--- Available data ---

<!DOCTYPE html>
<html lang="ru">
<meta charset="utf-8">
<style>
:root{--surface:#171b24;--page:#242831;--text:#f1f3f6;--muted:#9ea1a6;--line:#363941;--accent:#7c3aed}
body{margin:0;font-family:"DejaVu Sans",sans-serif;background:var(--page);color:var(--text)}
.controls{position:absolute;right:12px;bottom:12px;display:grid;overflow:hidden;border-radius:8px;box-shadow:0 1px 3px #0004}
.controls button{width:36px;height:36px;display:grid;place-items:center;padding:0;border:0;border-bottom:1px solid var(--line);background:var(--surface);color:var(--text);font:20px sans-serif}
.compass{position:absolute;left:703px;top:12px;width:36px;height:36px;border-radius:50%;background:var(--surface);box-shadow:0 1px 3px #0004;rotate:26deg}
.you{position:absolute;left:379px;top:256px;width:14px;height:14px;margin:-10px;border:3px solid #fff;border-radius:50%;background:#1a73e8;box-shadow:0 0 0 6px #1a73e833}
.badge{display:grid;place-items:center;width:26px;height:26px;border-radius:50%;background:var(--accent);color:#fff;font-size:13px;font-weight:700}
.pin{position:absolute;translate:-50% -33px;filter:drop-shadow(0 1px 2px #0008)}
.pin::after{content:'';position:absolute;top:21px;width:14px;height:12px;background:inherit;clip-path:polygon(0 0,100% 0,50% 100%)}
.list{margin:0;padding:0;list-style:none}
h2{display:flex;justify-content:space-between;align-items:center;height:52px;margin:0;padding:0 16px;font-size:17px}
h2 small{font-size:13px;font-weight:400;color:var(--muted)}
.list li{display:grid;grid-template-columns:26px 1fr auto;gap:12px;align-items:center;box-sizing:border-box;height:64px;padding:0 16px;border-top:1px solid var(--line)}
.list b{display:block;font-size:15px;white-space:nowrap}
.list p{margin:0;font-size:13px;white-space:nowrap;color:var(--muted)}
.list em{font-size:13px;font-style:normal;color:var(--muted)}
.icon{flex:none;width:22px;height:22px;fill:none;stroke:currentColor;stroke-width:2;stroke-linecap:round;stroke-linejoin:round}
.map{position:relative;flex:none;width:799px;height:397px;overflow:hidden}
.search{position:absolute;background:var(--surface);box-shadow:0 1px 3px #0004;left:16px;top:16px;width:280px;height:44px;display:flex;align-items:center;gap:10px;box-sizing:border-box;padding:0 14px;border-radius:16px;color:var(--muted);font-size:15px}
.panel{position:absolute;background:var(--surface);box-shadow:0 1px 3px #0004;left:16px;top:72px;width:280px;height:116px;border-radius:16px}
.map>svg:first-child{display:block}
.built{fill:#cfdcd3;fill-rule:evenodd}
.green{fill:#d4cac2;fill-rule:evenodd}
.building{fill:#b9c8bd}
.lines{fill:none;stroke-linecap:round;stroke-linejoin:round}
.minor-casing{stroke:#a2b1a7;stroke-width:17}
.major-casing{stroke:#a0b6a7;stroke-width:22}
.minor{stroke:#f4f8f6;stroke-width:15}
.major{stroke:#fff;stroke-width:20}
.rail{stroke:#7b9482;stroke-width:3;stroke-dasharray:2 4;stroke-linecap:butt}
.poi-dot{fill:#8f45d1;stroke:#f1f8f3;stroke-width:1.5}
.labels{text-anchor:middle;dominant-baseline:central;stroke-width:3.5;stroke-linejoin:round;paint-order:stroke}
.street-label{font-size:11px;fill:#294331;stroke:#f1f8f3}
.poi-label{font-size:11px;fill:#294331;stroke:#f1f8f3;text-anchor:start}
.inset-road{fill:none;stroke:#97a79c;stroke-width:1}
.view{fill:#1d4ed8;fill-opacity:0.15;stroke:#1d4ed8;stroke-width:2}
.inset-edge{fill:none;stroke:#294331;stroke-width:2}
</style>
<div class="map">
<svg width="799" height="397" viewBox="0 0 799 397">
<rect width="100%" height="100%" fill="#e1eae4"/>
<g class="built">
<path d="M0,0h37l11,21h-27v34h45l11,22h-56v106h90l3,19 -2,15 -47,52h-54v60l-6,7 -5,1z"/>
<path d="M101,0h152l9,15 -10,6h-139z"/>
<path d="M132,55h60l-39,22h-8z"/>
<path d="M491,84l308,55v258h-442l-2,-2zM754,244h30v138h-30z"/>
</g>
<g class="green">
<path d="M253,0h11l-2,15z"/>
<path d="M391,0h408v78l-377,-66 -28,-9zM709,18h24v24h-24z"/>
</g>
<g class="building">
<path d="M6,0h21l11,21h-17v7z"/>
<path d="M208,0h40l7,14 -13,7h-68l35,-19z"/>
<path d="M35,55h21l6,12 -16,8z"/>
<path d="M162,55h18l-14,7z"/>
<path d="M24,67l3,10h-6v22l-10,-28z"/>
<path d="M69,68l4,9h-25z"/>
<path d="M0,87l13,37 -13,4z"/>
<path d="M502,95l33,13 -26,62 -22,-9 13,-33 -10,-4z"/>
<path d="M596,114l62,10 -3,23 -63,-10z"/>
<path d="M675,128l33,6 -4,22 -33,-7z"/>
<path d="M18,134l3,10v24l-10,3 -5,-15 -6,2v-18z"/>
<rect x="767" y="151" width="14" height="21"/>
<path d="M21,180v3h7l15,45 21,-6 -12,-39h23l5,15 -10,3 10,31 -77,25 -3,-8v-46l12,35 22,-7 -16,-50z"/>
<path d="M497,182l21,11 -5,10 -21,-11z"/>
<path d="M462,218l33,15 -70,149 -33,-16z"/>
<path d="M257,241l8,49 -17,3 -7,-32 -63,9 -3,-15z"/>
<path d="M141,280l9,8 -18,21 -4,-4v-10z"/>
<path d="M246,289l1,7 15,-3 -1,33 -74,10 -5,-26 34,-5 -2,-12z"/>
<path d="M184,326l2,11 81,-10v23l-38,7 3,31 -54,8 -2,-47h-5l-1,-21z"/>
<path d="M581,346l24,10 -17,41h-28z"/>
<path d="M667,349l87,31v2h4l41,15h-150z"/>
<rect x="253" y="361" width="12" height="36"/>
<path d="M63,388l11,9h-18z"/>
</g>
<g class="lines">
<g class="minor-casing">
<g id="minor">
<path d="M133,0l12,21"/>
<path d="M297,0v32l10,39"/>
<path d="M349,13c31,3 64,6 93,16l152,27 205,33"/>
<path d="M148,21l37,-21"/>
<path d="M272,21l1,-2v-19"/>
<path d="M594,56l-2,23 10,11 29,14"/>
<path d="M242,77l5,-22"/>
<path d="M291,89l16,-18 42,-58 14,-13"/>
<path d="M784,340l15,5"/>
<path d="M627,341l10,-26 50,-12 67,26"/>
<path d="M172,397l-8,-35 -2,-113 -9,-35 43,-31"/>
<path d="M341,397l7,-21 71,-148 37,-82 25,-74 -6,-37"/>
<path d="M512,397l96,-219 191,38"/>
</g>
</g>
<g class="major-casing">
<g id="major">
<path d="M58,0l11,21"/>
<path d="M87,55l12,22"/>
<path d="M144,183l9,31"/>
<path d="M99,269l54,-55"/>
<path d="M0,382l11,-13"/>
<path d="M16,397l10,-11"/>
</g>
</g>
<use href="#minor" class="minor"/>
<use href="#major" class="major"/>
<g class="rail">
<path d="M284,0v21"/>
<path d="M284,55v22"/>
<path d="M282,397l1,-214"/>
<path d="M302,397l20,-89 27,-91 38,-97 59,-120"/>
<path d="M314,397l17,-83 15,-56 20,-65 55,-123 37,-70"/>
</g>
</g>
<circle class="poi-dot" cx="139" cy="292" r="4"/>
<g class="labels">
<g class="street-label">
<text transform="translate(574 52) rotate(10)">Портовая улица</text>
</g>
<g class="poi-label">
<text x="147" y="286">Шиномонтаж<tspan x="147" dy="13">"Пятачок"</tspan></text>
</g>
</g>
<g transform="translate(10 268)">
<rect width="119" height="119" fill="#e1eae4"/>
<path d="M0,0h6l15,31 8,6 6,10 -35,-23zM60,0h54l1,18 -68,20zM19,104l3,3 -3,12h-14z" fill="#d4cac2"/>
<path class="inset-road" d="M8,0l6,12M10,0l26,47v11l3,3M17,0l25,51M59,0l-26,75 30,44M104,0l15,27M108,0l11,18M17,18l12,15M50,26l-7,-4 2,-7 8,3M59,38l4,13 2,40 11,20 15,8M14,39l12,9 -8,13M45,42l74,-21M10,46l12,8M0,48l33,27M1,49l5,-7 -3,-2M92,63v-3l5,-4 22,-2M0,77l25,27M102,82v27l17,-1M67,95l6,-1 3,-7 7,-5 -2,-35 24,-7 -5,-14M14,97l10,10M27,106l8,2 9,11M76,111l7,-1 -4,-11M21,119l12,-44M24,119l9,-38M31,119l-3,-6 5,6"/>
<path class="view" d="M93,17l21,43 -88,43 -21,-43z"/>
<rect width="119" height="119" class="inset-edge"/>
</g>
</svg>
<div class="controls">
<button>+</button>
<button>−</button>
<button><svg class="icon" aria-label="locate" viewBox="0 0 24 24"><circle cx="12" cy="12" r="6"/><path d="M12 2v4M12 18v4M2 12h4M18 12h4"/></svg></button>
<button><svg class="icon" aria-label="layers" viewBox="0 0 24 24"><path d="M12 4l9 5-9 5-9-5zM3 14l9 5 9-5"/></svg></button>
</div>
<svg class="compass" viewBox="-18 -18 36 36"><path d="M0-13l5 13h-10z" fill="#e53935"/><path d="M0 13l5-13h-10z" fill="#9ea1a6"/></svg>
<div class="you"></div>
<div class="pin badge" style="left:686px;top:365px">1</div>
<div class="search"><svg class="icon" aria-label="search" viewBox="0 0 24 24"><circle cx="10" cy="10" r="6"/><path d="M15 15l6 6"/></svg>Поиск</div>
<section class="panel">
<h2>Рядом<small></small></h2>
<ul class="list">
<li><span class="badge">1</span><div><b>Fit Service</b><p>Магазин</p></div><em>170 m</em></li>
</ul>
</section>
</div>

---

Gather and copy every line of the data in which the string "sans" is found.

Answer space -
body{margin:0;font-family:"DejaVu Sans",sans-serif;background:var(--page);color:var(--text)}
.controls button{width:36px;height:36px;display:grid;place-items:center;padding:0;border:0;border-bottom:1px solid var(--line);background:var(--surface);color:var(--text);font:20px sans-serif}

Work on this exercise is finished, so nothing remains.